Yeni beslenme düzenine geçerken Ramazan bayramında miktarına dikkat etmeden birçok besini tüketmeye başlayabiliriz. Bu, bir aylık oruca eklendiğinde dengesiz kilo alımını ve beraberinde gelen birçok sağlık sorununu tetikleyebilir. Uzman diyetisyen Olcay Barış’a bu süreçte nelere dikkat edilmesi gerektiğini sorduk.
1- Güne hafif bir kahvaltı ile başlayın
Günün ilk öğünü olan kahvaltı ile metabolizmayı harekete geçirmek oldukça önemlidir. Özellikle ramazan ayından sonra yeniden hayatımıza dahil ettiğimiz kahvaltı öğününde börek, poğaça, simit ve kızartma gibi mideyi yoran besinlerden uzak durulmalıdır. Bunun yerine kepekli ekmek, peynir, zeytin, yumurta ve mevsim sebzelerini tercih edin.
2- Sağlıklı pişirme yöntemlerine dikkat edin
Tüketeceğiniz besinin sağlık açısından daha faydalı olması için kızartma ve kavurma yerine ızgara, haşlama veya fırınlama tercih edilir.
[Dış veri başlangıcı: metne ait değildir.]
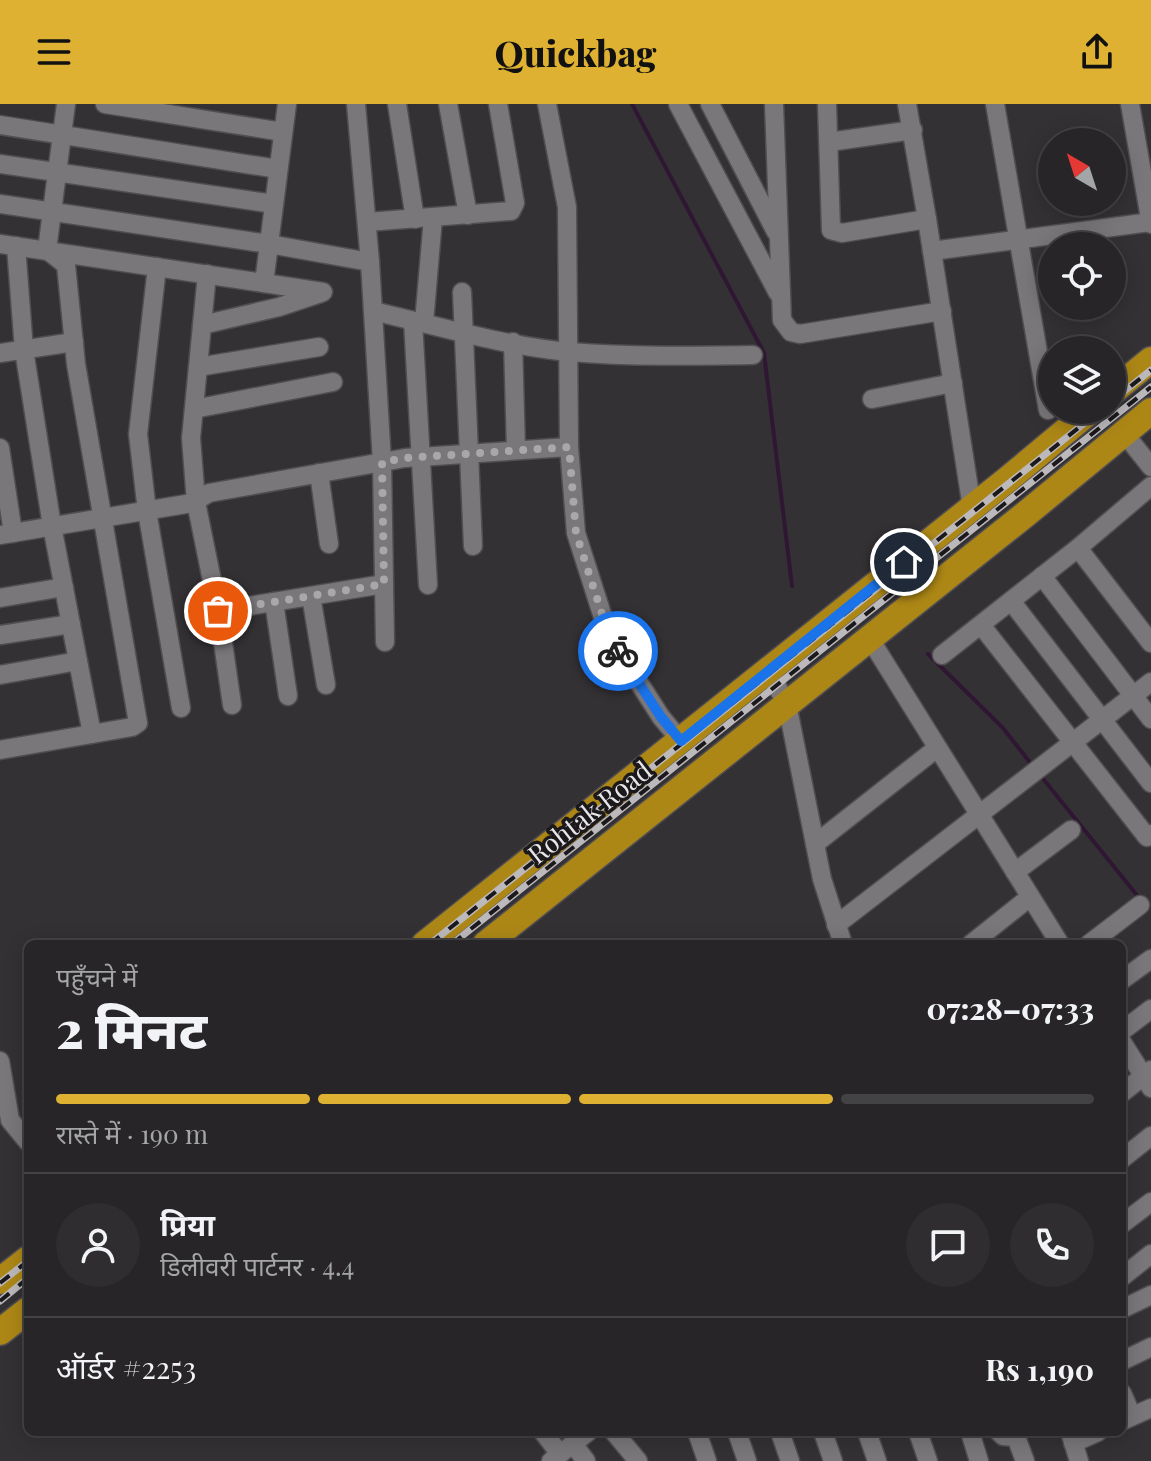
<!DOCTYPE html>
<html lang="hi">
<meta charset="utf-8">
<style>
body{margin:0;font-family:"Playfair Display","Noto Sans Devanagari",serif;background:#2f2d2f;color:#f1f3f6;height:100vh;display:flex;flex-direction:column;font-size:30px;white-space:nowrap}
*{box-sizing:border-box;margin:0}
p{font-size:26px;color:#a4a5a7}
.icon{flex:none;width:44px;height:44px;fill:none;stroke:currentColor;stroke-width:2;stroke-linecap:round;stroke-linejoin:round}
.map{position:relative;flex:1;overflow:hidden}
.drawer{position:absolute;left:24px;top:836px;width:1102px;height:496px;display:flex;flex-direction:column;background:#272527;border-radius:12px;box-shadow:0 4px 20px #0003,0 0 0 2px #434244}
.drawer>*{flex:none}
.needle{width:52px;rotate:321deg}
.fabs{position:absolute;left:1038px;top:24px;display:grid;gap:16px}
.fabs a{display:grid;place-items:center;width:88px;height:88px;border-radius:50%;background:#272527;box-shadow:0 4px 20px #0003,0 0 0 2px #434244;font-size:40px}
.pin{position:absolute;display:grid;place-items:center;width:68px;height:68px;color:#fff;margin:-34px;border:4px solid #fff;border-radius:50%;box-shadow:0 2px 8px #0007}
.courier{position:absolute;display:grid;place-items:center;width:80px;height:80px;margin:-40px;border:6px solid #1a73e8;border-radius:50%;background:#fff;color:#222;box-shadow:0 2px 10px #0007}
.headline em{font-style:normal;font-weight:800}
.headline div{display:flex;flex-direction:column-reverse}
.headline{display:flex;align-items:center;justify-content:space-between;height:136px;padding:0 32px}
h1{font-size:52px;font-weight:800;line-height:60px}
.bar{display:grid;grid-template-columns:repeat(4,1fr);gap:12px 8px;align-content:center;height:96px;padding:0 32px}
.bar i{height:10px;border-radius:6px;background:#434244}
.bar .current{background:#deb133}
.bar p{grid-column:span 4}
.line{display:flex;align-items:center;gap:20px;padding:0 32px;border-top:2px solid #434244}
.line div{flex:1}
.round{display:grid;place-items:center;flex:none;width:84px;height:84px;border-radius:42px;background:#2f2d2f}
header{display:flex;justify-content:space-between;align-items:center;height:104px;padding:0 32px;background:#deb133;color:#111;font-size:36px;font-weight:800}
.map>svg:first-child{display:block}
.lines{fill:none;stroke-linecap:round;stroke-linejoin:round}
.stream{stroke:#2f1733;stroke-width:4}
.minor-casing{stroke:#514e51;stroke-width:21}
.highway-casing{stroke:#514e51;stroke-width:29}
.minor{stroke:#7a777b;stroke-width:18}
.highway{stroke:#ad8716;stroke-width:26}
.rail-casing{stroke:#bcb9bc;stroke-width:7}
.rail{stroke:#1b191b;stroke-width:4;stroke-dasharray:12;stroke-linecap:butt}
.done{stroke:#aaa7aa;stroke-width:8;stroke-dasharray:0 14.4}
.route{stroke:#1a73e8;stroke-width:10}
.labels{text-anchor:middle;stroke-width:7;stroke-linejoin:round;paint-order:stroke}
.street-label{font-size:26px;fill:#e9e6e9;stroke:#1b191b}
</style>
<header><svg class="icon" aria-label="menu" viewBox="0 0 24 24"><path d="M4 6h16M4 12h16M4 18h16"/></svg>Quickbag<svg class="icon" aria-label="share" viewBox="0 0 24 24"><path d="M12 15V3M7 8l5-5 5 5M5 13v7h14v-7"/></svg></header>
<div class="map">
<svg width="1151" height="1357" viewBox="0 0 1151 1357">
<rect width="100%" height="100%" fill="#343134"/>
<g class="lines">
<g class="stream">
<path d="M632,0L764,249L792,482"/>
<path d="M928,550L1003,624L1032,661"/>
<path d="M1040,671L1140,795"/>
</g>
<g class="minor-casing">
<g id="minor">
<path d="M105,0L283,28"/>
<path d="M287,0L264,179L323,188"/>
<path d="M356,0L370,158L382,358L385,538"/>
<path d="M397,0L415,115"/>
<path d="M448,0L468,111"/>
<path d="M547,0L567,103L569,343L576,429L609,532L661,613L681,637"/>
<path d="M678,0L778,189"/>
<path d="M710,0L776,128"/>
<path d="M774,0L782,216L791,228L800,230L942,207"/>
<path d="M827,0L831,126L842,129L927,115"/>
<path d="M907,0L927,115L972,404"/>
<path d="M995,0L1048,306"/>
<path d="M1130,0L1151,120"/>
<path d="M0,21L278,65"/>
<path d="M829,38L913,26"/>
<path d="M0,60L274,100"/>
<path d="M0,100L269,140L370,158"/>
<path d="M367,118L511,107L515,99L498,0"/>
<path d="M0,140L264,179"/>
<path d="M16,142L24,246L52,422L92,630"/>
<path d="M932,147L1151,118"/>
<path d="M157,163L138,330L147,407L181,604"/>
<path d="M207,170L191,334L196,398L219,511L232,601"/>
<path d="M462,188L473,442"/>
<path d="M373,207C438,222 504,242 570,248C631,253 692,252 753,251"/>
<path d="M413,217L428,481"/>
<path d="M424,219L433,114"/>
<path d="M202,221L279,203L321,189"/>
<path d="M513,238L516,346"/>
<path d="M0,249L74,238"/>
<path d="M198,263L319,243"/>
<path d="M872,295L953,279"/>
<path d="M194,305L333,278"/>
<path d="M1124,329L1151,363"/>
<path d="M0,344L13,429"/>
<path d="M319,369L329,440"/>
<path d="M1151,382L1078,444L1151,539"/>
<path d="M0,431L192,399L209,389L405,354L569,343"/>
<path d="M1042,472L1151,615"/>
<path d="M311,492L326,581"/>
<path d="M0,494L64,483"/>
<path d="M1011,497L1151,679"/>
<path d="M274,498L288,592"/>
<path d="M218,507L384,480"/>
<path d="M981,521L1147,733L1151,730"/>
<path d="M0,531L71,520"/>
<path d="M870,535L1060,840"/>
<path d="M942,551L1078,444"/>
<path d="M768,567L787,600L822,775L843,840"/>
<path d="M0,571L78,557"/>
<path d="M0,646L132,623L138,619L76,260L66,161L47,146L66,0"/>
<path d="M815,740L937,644"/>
<path d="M1015,768L1071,726"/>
<path d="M836,821L1151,578"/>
<path d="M971,840L1030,793"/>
<path d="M1089,840L1140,801"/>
<path d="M1122,876L1151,855"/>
<path d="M1122,927L1151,905"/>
<path d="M1122,938L1151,984"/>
<path d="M0,957L10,1016L28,1038"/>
<path d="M1122,989L1151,966"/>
<path d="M1122,1055L1151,1032"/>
<path d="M1122,1120L1151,1098"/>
<path d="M1122,1173L1151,1150"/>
<path d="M1122,1205L1151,1191"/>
<path d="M1122,1257L1151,1243"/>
<path d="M1122,1289L1132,1312"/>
<path d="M1122,1317L1151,1304"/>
<path d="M543,1328L560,1350"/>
<path d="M614,1328L638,1357"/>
<path d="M697,1328L707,1357"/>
<path d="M737,1328L747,1357"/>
<path d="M780,1328L790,1357"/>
<path d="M823,1328L833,1357"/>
<path d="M867,1328L877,1357"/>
<path d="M918,1328L928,1357"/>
<path d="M970,1328L979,1357"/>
<path d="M999,1328L1003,1332L1016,1333L1025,1357"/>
<path d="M1070,1328L1079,1357"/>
<path d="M1073,1339L1098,1328"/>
<path d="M573,1340L586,1357"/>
<path d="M551,1357L588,1328"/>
</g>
</g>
<g class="highway-casing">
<g id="highway">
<path d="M1112,288L1151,256"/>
<path d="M425,840L1007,376L1091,306"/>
<path d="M486,840L1027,409L1151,307"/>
<path d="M0,1177L28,1155"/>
<path d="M0,1228L28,1206"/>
</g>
</g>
<use href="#minor" class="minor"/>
<use href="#highway" class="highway"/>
<g class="rail-casing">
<g id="rail">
<path d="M1112,297L1151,266"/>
<path d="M430,840L1101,306"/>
<path d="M452,840L1151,283"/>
<path d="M0,1179L28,1157"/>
<path d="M0,1197L28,1174"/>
</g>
</g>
<use href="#rail" class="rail"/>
</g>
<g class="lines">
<path class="done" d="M218,507L384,480L382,358L405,354L569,343L576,429L609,532L618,547"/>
<path class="route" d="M618,547L661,613L681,637L904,458"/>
</g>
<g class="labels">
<g class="street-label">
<text transform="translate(590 709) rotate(-38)" y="9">Rohtak Road</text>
</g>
</g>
</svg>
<div class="fabs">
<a><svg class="needle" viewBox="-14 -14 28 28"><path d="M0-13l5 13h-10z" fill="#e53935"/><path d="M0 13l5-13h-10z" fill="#a4a5a7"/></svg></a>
<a><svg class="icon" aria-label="locate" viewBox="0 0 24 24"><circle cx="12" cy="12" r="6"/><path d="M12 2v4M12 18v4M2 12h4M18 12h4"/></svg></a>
<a><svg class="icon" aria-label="layers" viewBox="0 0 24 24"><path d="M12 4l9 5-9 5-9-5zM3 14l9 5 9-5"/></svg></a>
</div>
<div class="pin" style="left:218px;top:507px;background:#ea580c"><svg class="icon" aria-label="bag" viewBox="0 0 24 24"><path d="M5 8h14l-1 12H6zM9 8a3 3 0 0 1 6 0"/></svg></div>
<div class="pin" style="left:904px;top:458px;background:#1f2937"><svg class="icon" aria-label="home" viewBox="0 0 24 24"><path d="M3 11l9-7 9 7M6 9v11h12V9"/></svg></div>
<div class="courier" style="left:618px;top:547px"><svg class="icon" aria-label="bike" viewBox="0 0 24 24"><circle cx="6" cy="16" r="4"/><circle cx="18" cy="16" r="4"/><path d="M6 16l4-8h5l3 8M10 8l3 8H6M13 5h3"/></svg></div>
<section class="drawer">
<div class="headline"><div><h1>2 मिनट</h1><p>पहुँचने में</p></div><em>07:28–07:33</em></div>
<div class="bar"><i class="current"></i><i class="current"></i><i class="current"></i><i></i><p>रास्ते में · 190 m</p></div>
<div class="line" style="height:144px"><a class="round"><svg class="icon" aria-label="person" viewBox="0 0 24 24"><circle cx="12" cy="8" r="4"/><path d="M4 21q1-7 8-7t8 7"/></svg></a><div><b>प्रिया</b><p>डिलीवरी पार्टनर · 4.4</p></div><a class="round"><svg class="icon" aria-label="chat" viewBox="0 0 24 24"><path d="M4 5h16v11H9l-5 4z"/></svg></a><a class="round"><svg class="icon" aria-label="phone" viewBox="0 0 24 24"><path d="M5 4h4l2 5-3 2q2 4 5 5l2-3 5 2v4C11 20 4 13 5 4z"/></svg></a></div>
<div class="line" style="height:104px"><div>ऑर्डर #2253</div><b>Rs 1,190</b></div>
</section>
</div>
Kızartma yönteminde yiyecekler olması gerekenden daha fazla yağ emer. Bu da obezite ve damar sertliği gibi hastalıkların önünü açıyor.
3- Tatlı tercihinizi sütlü ve meyveli tatlılardan yana kullanın.
Ramazan Bayramı dolayısıyla ikram edilen tatlılara hayır diyemesek de denemek ve tatmak çok önemli. Hamur işlerinden ve şerbetlerden mümkün olduğunca uzak durmalısınız.
4- Yemek sırasında değil, yemeklerden önce su için.
Yemek yerken su içme alışkanlığı pek çok insanda bulunan bir durum olsa da bu alışkanlık besinlerin sindirilmesini zorlaştırır. Yemekten önce su içmek midede bir miktar hacim kapladığından tokluk hissi yaratabilir. Bu da tokluk hissinin daha erken yaşanmasına neden olur.
5- Tatil ziyaretleriniz için mümkün olduğunca yürüyün.
Tatiliniz boyunca mümkün olduğunca yürüyüş yapmak veya ziyaretinizden sonra 45 dakikalık tempolu bir yürüyüş yapmak sindirimi kolaylaştıracak ve sizi gün içinde daha aktif hale getirecektir. Dünya Sağlık Örgütü’ne göre haftada 150 dakika düzenli olarak yapılması gereken bir aktivitedir. Fiziksel aktivite kolesterolü düşürmeye, kilo kontrolüne ve kan şekerini dengelemeye destek sağlar.
6- Mideyi rahatlatmak için rezene, melisa, papatya, nane, zencefil
Kan şekerini çabuk yükselten, enerjisi yüksek, kızartılmış ve hazır gıdalardan uzak durmalısınız. Yemekten sonra mide rahatsızlığı, şişkinlik ve hazımsızlık sorunları için rezene, melisa, papatya, nane, zencefil gibi bitki çaylarını tüketebilirsiniz.
7- Meyve, kefir, yoğurt olmazsa olmaz
Yetişkinler yeterince meyve yemeyi ihmal etmemelidir. Günde en az 3-4 porsiyon meyve ve sebze tüketmek önemlidir. Ayrıca probiyotik içeriği ile bağırsak fonksiyonlarının düzenli çalışmasına yardımcı olan yoğurt ve kefir de unutulmamalıdır.
8- Öğün atlamamaya özen gösterin
Uzun süre aç kalındığında, olması gerekenden daha fazla besin tüketilerek sonraki öğünler yenilebilir. Bu nedenle gün içinde 4 saatten fazla aç kalmamaya dikkat edin.
9- Öğünlerinizde tek çeşit gıdaya yer vermeyin.
Gün boyunca yemek tercihlerinizin tek bir çeşitten oluşmadığından emin olun. Sadece protein ya da sadece karbonhidrat yerine tüm besin gruplarından azar azar tüketmeniz sizin için daha faydalı olacaktır. Lif alımınızı sağlamak için öğünlerinizde mutlaka yeşilliklere ve salatalara yer vermelisiniz.